Through road safety week, The United Nations and the World Health Organization are giving a voice to the young people of the world, those most affected by road traffic accidents. The UN supports cooperation, drawing from the whole United Nations system. Ban Ki-Moon ends his speech by asking the world to listen to the youth; for they are not just the victims, but the agents of change.

But why is road safety important to a country?

According to Dr. Margaret Chan, Director-General of the WHO, prevention of mortality is part of public health and in developing nations, migration to urban areas makes road use increase and as income rises, cars and other means of transportation also increase. Planning does not usually accommodate all road users, i.e. bikers, motor cyclists and pedestrians, roads are also not made to accommodate high speed traffic. The pattern of death from injuries finds that the most vulnerable are kids playing on the streets and pedestrians. The youth thus must be tapped, not only because they are the victims of these accidents but because they also have the persuasive power and will to make a difference.

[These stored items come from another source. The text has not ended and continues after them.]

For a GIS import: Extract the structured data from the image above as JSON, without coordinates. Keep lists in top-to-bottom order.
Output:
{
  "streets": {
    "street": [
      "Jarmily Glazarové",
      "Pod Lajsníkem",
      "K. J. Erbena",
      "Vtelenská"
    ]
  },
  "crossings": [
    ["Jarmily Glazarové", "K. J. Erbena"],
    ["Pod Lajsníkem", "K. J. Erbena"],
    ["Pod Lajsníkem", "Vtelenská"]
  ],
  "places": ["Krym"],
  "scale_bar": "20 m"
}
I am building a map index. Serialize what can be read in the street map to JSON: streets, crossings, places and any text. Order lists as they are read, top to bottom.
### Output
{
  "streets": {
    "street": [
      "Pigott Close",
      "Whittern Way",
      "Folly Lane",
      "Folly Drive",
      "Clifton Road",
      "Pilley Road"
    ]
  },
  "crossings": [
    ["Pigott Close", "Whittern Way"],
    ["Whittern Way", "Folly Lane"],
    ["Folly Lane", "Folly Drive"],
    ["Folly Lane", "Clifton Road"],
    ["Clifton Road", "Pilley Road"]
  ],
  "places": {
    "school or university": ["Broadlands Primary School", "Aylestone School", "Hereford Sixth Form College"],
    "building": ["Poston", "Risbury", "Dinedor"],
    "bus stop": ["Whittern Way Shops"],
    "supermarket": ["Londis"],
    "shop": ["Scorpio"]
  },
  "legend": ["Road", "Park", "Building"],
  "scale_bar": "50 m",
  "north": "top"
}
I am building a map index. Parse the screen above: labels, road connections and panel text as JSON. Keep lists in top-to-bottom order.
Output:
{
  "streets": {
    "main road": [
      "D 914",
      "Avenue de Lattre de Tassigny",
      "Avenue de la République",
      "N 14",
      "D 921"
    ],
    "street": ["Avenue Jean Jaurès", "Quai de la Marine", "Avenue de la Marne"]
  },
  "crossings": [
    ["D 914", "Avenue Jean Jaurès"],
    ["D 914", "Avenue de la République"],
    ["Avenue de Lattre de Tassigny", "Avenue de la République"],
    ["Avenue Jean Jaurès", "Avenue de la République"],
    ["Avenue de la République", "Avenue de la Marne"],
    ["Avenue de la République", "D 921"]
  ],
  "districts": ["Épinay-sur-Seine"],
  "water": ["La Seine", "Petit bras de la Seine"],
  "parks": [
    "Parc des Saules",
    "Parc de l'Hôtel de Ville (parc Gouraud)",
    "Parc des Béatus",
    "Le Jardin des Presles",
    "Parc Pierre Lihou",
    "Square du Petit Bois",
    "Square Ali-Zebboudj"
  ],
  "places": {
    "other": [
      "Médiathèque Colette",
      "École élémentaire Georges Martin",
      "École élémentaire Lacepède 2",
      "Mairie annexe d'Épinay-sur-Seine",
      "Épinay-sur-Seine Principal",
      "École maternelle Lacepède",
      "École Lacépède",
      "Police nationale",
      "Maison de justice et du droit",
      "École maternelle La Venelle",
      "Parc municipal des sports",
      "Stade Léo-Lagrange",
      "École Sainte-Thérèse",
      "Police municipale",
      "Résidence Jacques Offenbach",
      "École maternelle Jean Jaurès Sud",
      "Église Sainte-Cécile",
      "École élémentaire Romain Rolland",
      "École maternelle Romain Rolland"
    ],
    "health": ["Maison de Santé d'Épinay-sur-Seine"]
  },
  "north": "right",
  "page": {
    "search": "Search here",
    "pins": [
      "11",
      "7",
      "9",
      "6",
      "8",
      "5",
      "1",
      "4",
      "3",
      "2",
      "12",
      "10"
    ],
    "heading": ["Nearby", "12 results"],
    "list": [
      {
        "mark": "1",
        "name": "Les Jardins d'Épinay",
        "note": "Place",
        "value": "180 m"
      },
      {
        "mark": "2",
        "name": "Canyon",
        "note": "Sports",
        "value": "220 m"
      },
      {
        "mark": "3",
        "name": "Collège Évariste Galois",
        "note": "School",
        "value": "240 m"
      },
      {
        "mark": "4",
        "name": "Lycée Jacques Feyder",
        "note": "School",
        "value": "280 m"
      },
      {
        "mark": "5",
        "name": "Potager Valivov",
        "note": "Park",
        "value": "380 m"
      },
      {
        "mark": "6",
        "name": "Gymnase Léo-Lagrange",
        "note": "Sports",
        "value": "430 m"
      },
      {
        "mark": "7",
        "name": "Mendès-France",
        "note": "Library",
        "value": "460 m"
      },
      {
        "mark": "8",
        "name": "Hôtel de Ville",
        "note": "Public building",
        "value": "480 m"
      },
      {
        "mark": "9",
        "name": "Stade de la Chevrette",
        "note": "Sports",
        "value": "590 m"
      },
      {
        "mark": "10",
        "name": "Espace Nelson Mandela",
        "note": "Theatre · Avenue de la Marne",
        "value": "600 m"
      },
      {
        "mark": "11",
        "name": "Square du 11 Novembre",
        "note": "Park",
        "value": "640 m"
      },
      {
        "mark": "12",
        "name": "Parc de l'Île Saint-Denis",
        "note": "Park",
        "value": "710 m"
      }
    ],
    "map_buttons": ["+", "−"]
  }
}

Promoting Safety on Our Roads

Mr. Jacques Barrot, Vice-President of the European Commission in charge of Transport identifies two things to address for road safety. The first is Infrastructure the second is attitude. In infrastructure he says it is good to put barriers for dangerous roads but he proposes that each time a road is made, there be a safety impact/collision report made for that specific road. He also suggests that it become mandatory to change rearview mirrors on lorries for better view of motorcycles, while still lauding car manufacturers for continuing to improve collision zones in cars. He also suggests a car assessment program for people buying cars. This program will help inform car buyers on the important parts of a car and its safety options so that they may better utilize these. Making electronic stability control mandatory in vehicles is another option he raises. Making these safety devices not just for huge vehicles but for smaller ones as well because these are the vehicles kids are more likely to buy because they are less expensive. For Europe he is also proposing a single driver?s license, centralized for computers to avoid people going to another country to apply for a license if theirs is revoked in their home country. This also will stop fakes. He also states that one-fifth of road traffic accidents are from motorcycle use, if continued till 2010, it shall rise to one-third. That is why the EU shall make a charter just for road safety.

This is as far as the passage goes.